Add a shocking slump in retail sales to the list of reasons why the Bank of England may cut interest rates in less than two weeks.
Instead of showing evidence of a much-anticipated post-election bounce, the release exposed how British shoppers, the mainstay of growth the past few years, reined in spending during the crucial Christmas season. The pound duly fell, and markets signalled a rate cut is all but priced in.
With precious few data releases before the decision, a string of weak data and dovish comments from policy makers have dramatically shifted the narrative. Whereas once Governor Mark Carney was expected to hold fire, now he’s seen possibly going out with a bang in his final rate-setting meeting as governor.
While private surveys have hinted at a revival in sentiment since Boris Johnson’s resounding December 12 victory, the hard data paints a less benign picture. Inflation slowed to a three-year low and retail sales extended their worst run on record. Before that, economists were suggesting the reduced uncertainty could boost the economy and investors put the prospect of a rate cut at any point in 2020 as a coin toss.
With markets now pricing in about a 75% chance of a move on January 30, next week’s Purchasing Managers’ Indexes are increasingly seen as the final hurdle for a cut. Last year, Carney said such surveys don’t closely reflect what’s actually happening in the economy.
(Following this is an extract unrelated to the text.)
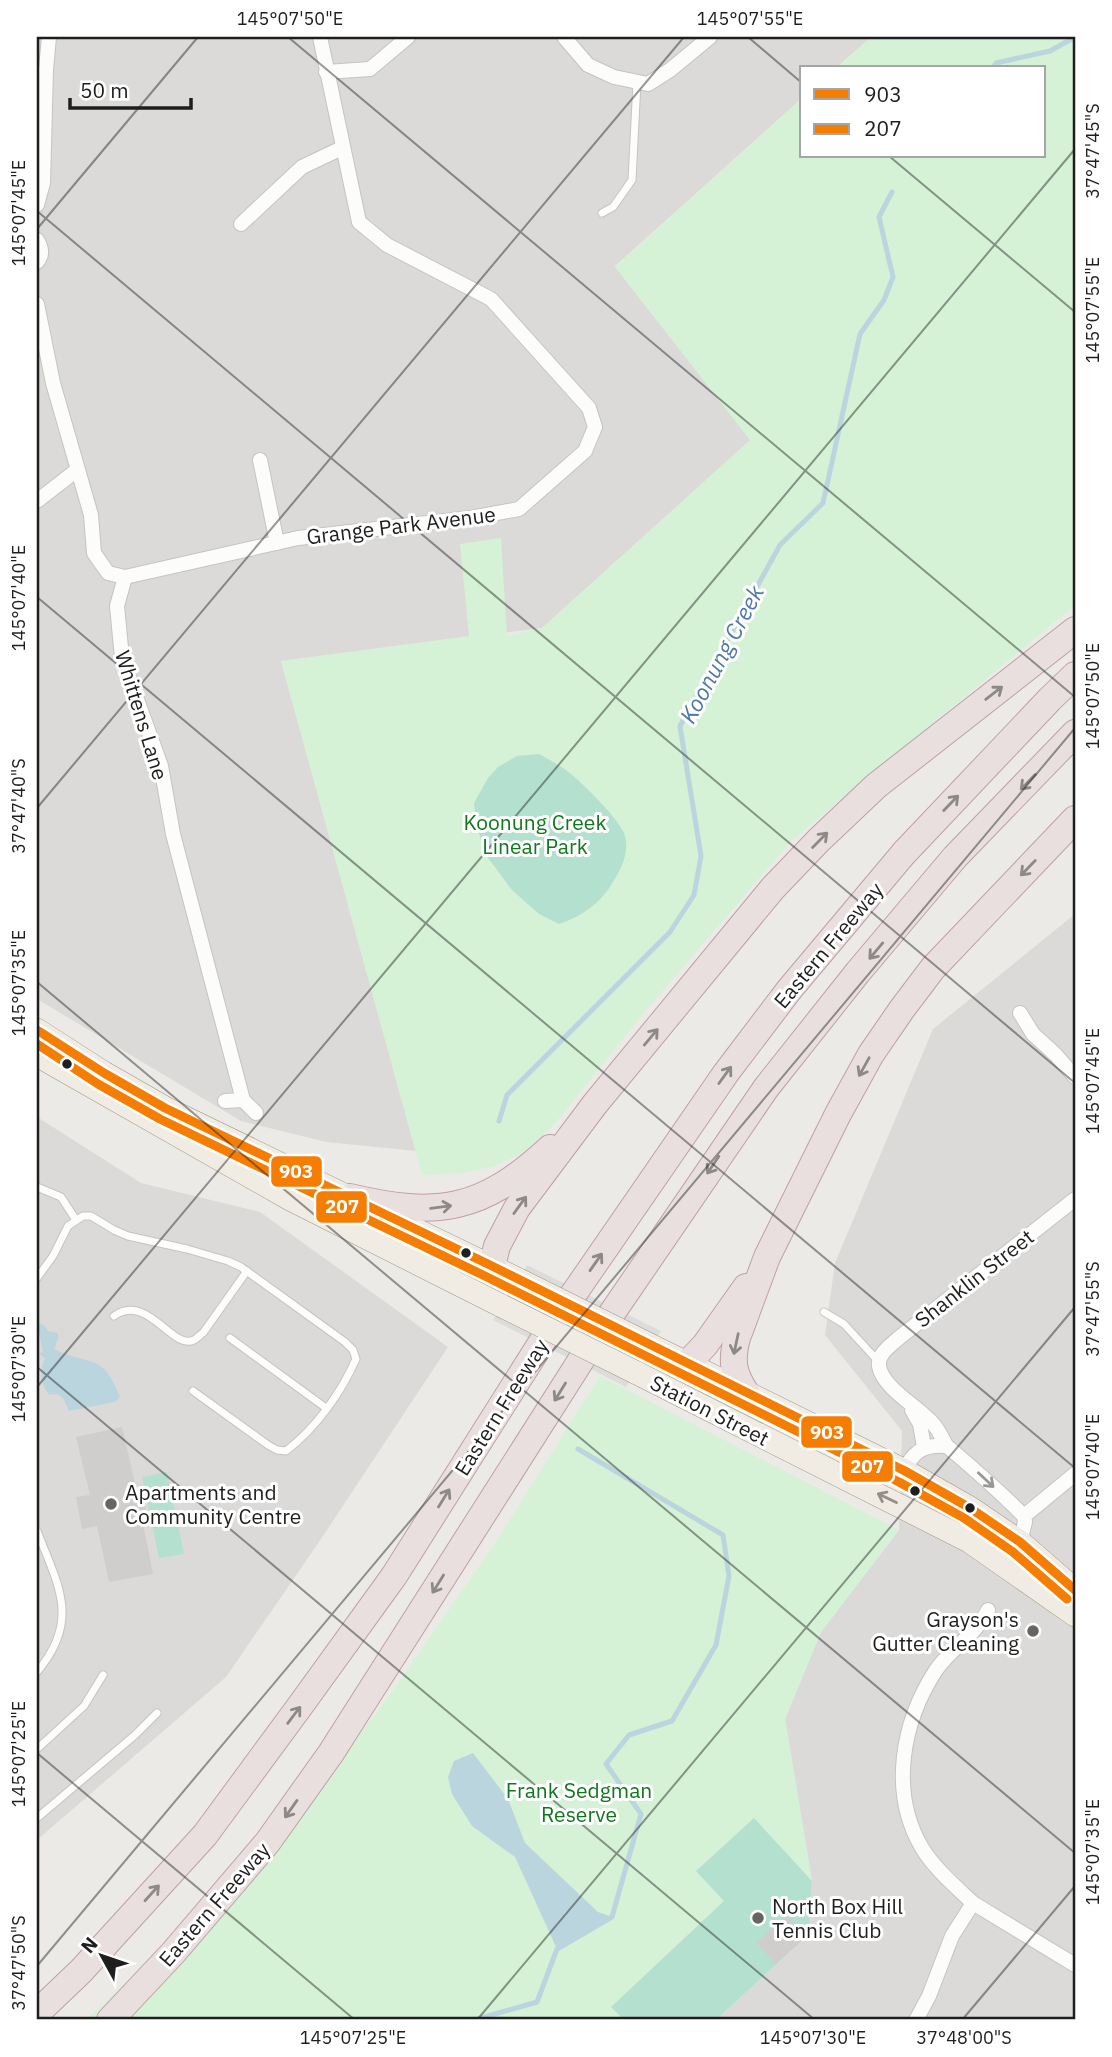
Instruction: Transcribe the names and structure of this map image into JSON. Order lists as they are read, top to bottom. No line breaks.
{"streets":{"highway":["Eastern Freeway"],"main road":["Station Street"],"street":["Grange Park Avenue","Whittens Lane","Shanklin Street"]},"crossings":[["Grange Park Avenue","Whittens Lane"]],"water":["Koonung Creek"],"parks":["Koonung Creek Linear Park","Frank Sedgman Reserve"],"places":["Apartments and Community Centre","Grayson's Gutter Cleaning","North Box Hill Tennis Club"],"lines":["transit line 903","transit line 207"],"legend":["903","207"],"scale_bar":"50 m","north":"top left","coordinates":["145°07'50\"E","145°07'55\"E","37°47'45\"S","145°07'45\"E","145°07'40\"E","37°47'40\"S","145°07'35\"E","37°47'55\"S","145°07'30\"E","145°07'25\"E","37°47'50\"S","37°48'00\"S"]}
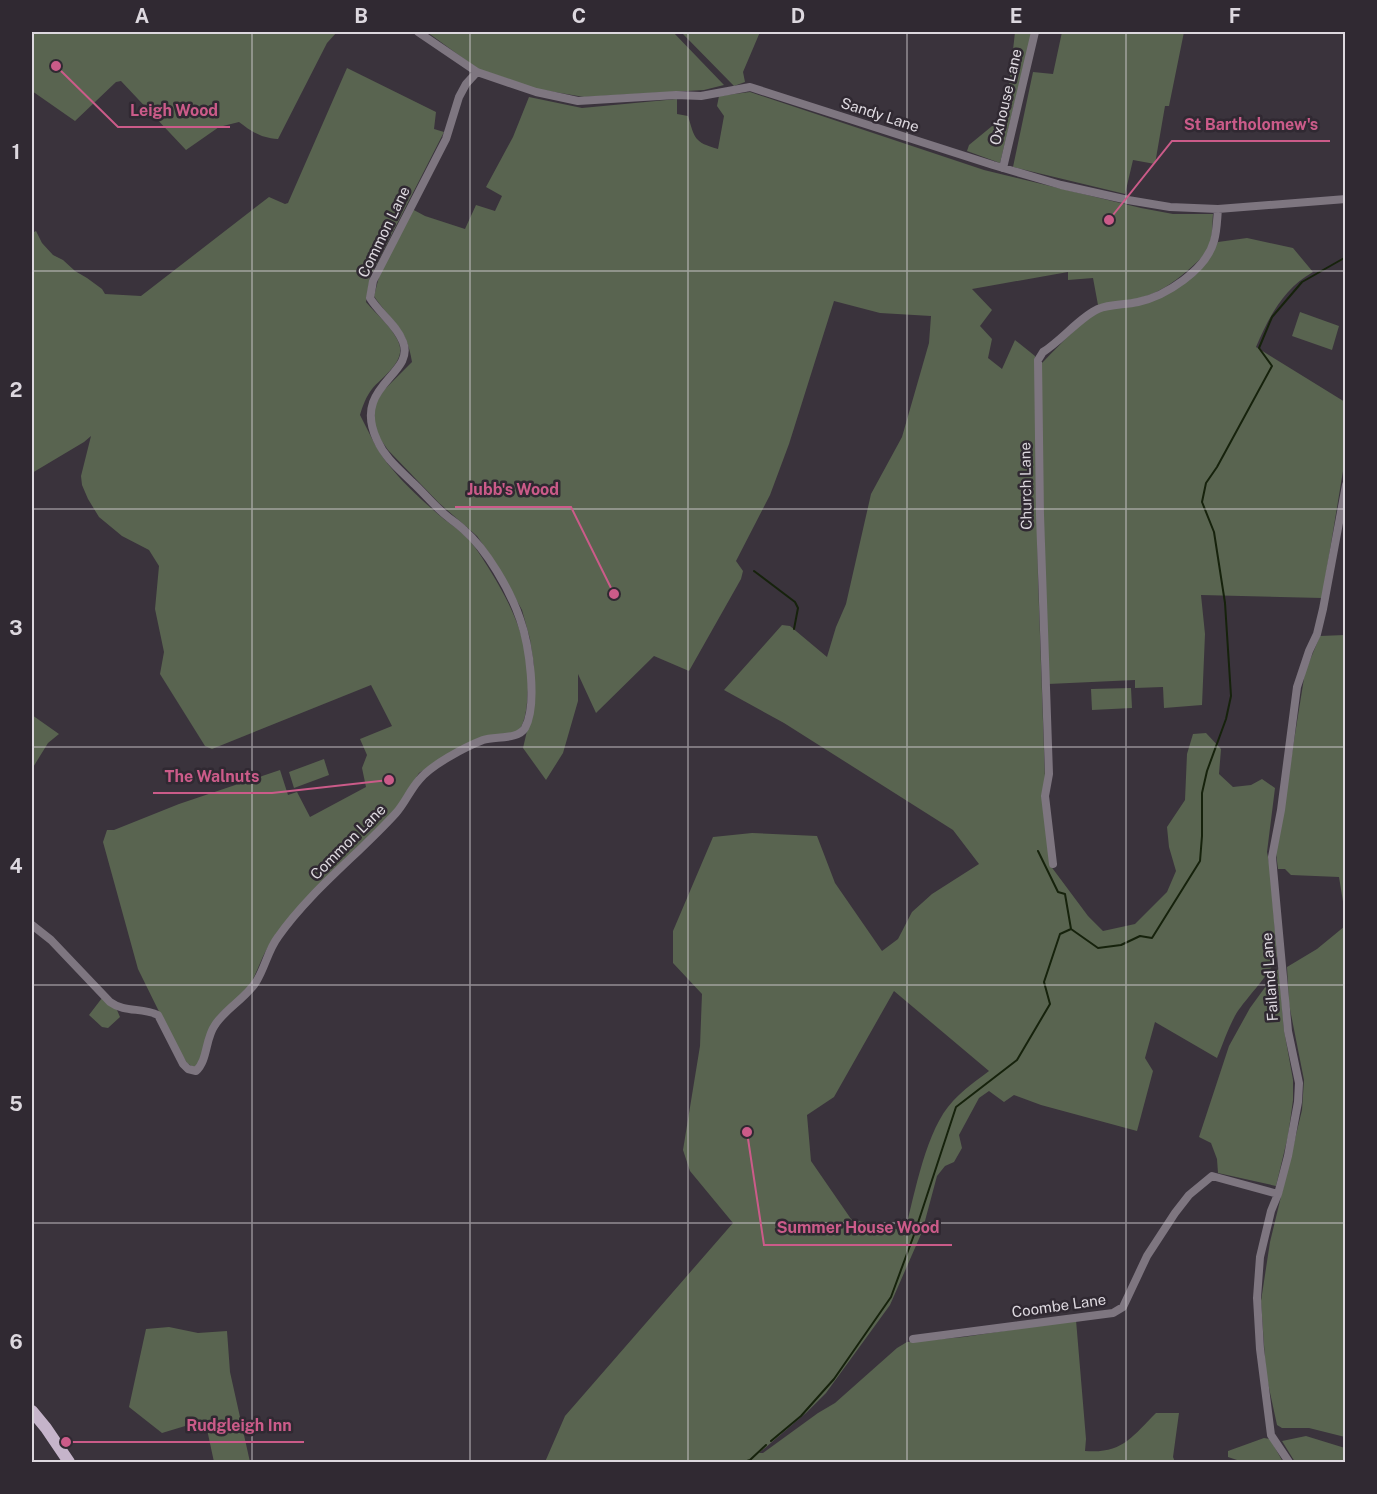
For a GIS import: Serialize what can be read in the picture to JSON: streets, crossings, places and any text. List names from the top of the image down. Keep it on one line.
{"streets":{"street":["Oxhouse Lane","Sandy Lane","Common Lane","Church Lane","Failand Lane","Coombe Lane"]},"crossings":[["Oxhouse Lane","Sandy Lane"],["Sandy Lane","Common Lane"],["Sandy Lane","Church Lane"],["Failand Lane","Coombe Lane"]],"places":["Leigh Wood","St Bartholomew's","Jubb's Wood","The Walnuts","Summer House Wood","Rudgleigh Inn"],"grid":{"columns":["A","B","C","D","E","F"],"rows":["1","2","3","4","5","6"]}}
In the PMI data, “MPC members will be looking for a return to levels that have prevailed in 2018 and early 2019 to seriously consider keeping rates on hold,” said Valentin Marinov, head of G10 strategy at Credit Agricole. “Anything less than that should leave a rate cut firmly on the table.”
Some may argue there’s no need to move so fast and that it’s best to hold off for a bit to see how things settle after the political turmoil of 2019. It may also be worth waiting until after the government’s March 11 budget, when a significant fiscal boost is likely.
Others have argued for a so-called risk-management strategy. Policy maker Michael Saunders has said it’s right to move immediately because even if a cut proves to be the wrong step, it can easily be reversed.
The risks of waiting are far greater, in his view.
What Our Economists Say:
“Whether the Bank of England cuts interest rates on Jan. 30 now hangs in the balance and makes the PMI survey next week a make-or-break data point.”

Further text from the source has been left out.